═══ The input

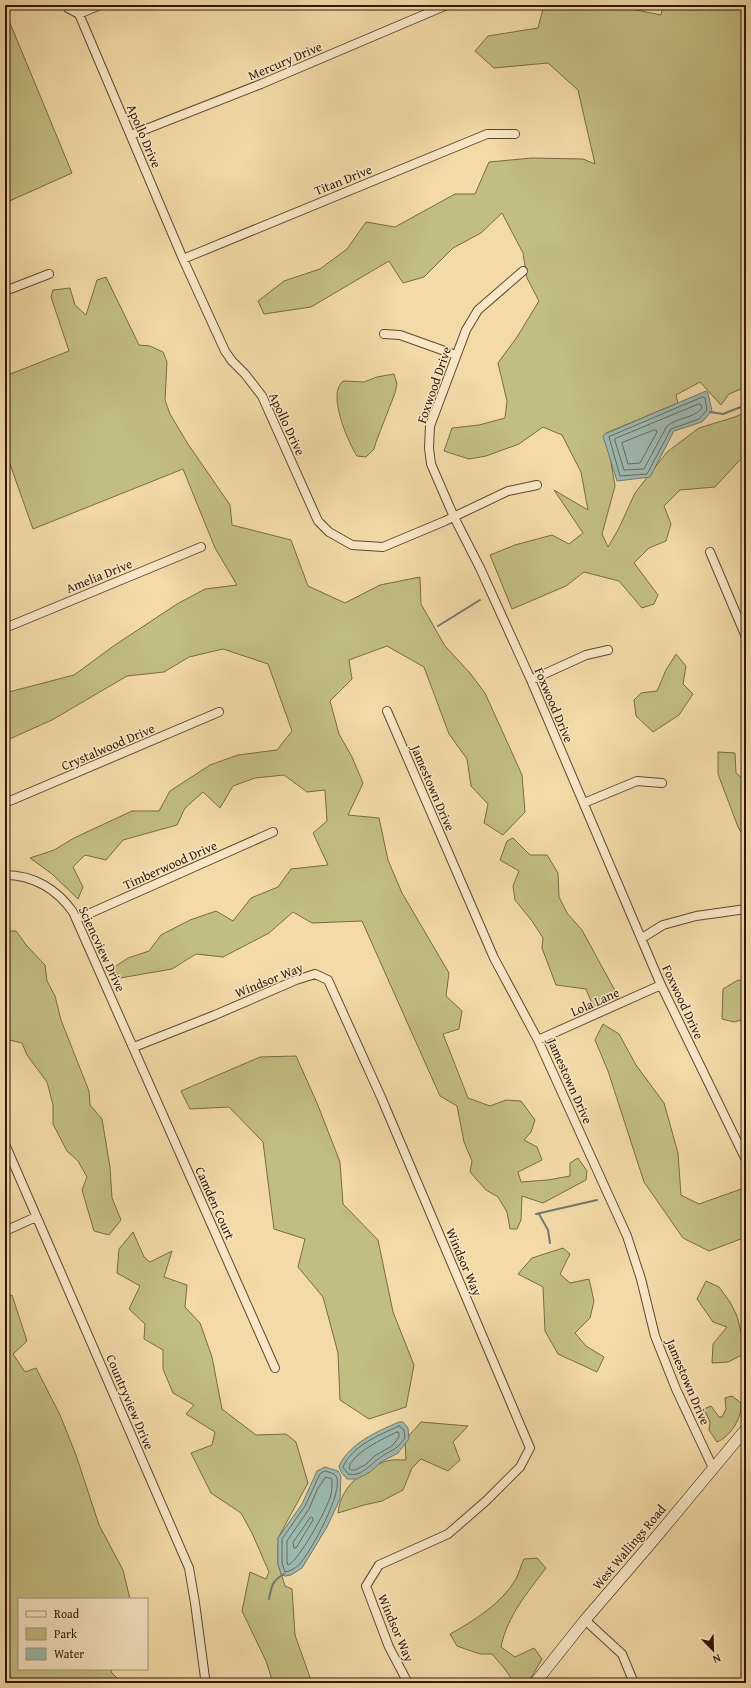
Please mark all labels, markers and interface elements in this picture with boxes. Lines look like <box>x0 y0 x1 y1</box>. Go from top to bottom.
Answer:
street label: Mercury Drive <box>245 37 325 85</box>
street label: Apollo Drive <box>122 101 166 171</box>
street label: Titan Drive <box>311 160 375 200</box>
street label: Foxwood Drive <box>412 344 456 426</box>
street label: Apollo Drive <box>264 389 310 459</box>
street label: Amelia Drive <box>63 554 135 598</box>
street label: Foxwood Drive <box>530 664 578 746</box>
street label: Crystalwood Drive <box>58 719 158 775</box>
street label: Jamestown Drive <box>406 740 460 834</box>
street label: Timberwood Drive <box>120 836 220 894</box>
street label: Sciencview Drive <box>74 903 130 995</box>
street label: Windsor Way <box>232 957 306 1002</box>
street label: Foxwood Drive <box>657 962 709 1042</box>
street label: Lola Lane <box>568 983 622 1021</box>
street label: Jamestown Drive <box>542 1033 597 1127</box>
street label: Camden Court <box>191 1164 240 1243</box>
street label: Windsor Way <box>441 1225 487 1299</box>
street label: Jamestown Drive <box>661 1334 715 1428</box>
street label: Countryview Drive <box>101 1351 159 1453</box>
street label: West Wallings Road <box>588 1500 670 1594</box>
street label: Windsor Way <box>373 1591 419 1665</box>
legend <box>18 1598 148 1670</box>
text: Road <box>54 1605 80 1622</box>
text: Park <box>54 1625 78 1642</box>
north arrow <box>693 1630 733 1670</box>
text: Water <box>54 1645 84 1662</box>
text: N <box>710 1650 723 1668</box>

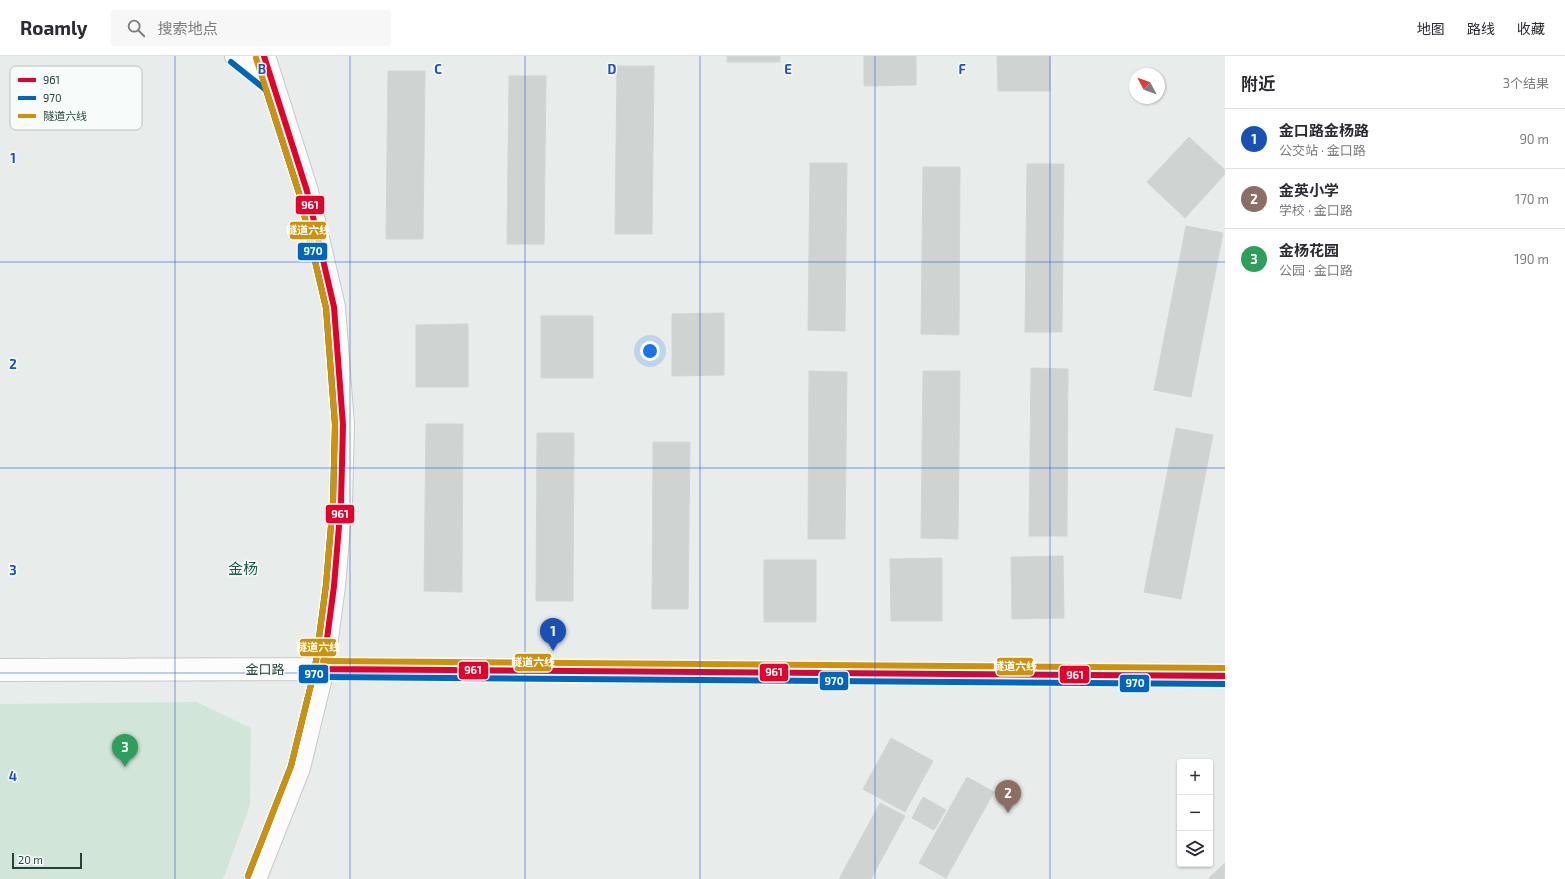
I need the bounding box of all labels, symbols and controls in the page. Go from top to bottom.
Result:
search box [111,10,391,46]
text: Roamly [20,16,87,39]
icon: search [125,17,147,39]
text: 搜索地点 [157,19,218,37]
text: 地图 [1417,20,1445,37]
text: 路线 [1467,20,1495,37]
text: 收藏 [1517,20,1545,37]
text: B [258,61,266,77]
text: C [434,61,442,77]
text: D [608,61,617,77]
text: E [784,61,792,77]
text: F [958,61,966,77]
legend [10,66,142,130]
north arrow [1129,68,1165,104]
text: 961 [43,73,60,86]
text: 附近 [1241,73,1275,93]
text: 3个结果 [1503,75,1549,91]
text: 970 [43,91,62,104]
text: 隧道六线 [43,109,87,122]
text: 金口路金杨路 [1279,121,1369,139]
text: 1 [1251,131,1257,147]
text: 90 m [1519,131,1549,147]
text: 公交站 · 金口路 [1279,142,1366,158]
text: 1 [10,150,16,166]
text: 金英小学 [1279,181,1339,199]
text: 2 [1250,191,1258,207]
text: 170 m [1515,191,1549,207]
line badge: 961 [295,195,325,215]
text: 961 [301,198,319,211]
text: 学校 · 金口路 [1279,202,1353,218]
line badge: 隧道六线 [289,221,327,240]
text: 隧道六线 [286,223,330,236]
text: 金杨花园 [1279,241,1339,259]
line badge: 970 [297,242,328,261]
text: 970 [303,244,323,257]
text: 3 [1250,251,1258,267]
text: 190 m [1514,251,1549,267]
text: 公园 · 金口路 [1279,262,1353,278]
your location [640,341,660,361]
text: 2 [9,356,17,372]
line badge: 961 [325,504,355,524]
text: 961 [331,507,349,520]
district label: 金杨 [228,559,258,577]
text: 3 [9,562,17,578]
pin: 1 [540,618,566,651]
line badge: 隧道六线 [299,638,337,657]
text: 隧道六线 [296,640,340,653]
line badge: 隧道六线 [514,653,552,672]
text: 隧道六线 [511,655,555,668]
line badge: 隧道六线 [996,657,1034,676]
text: 隧道六线 [993,659,1037,672]
street label: 金口路 [245,661,285,677]
line badge: 961 [458,661,489,680]
text: 961 [464,663,482,676]
line badge: 961 [759,663,789,682]
line badge: 970 [298,664,329,684]
text: 961 [765,665,783,678]
line badge: 961 [1059,665,1090,684]
text: 970 [304,667,324,680]
text: 961 [1066,668,1084,681]
line badge: 970 [819,671,849,691]
text: 970 [824,674,844,687]
line badge: 970 [1119,674,1150,693]
text: 970 [1125,676,1145,689]
pin: 3 [112,734,138,767]
map controls [1177,759,1213,867]
button: + [1177,759,1213,795]
text: 4 [9,768,17,784]
pin: 2 [995,780,1021,813]
button: − [1177,795,1213,831]
button: layers [1177,831,1213,867]
scale bar [12,851,82,870]
text: 20 m [18,853,43,866]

══════

▶ [Your goal]:
Only lines with the word "controls" count here; copy every one from the records.

▶ [Expected answer]:
I need the bounding box of all labels, symbols and controls in the page. Go from top to bottom.
map controls [1177,759,1213,867]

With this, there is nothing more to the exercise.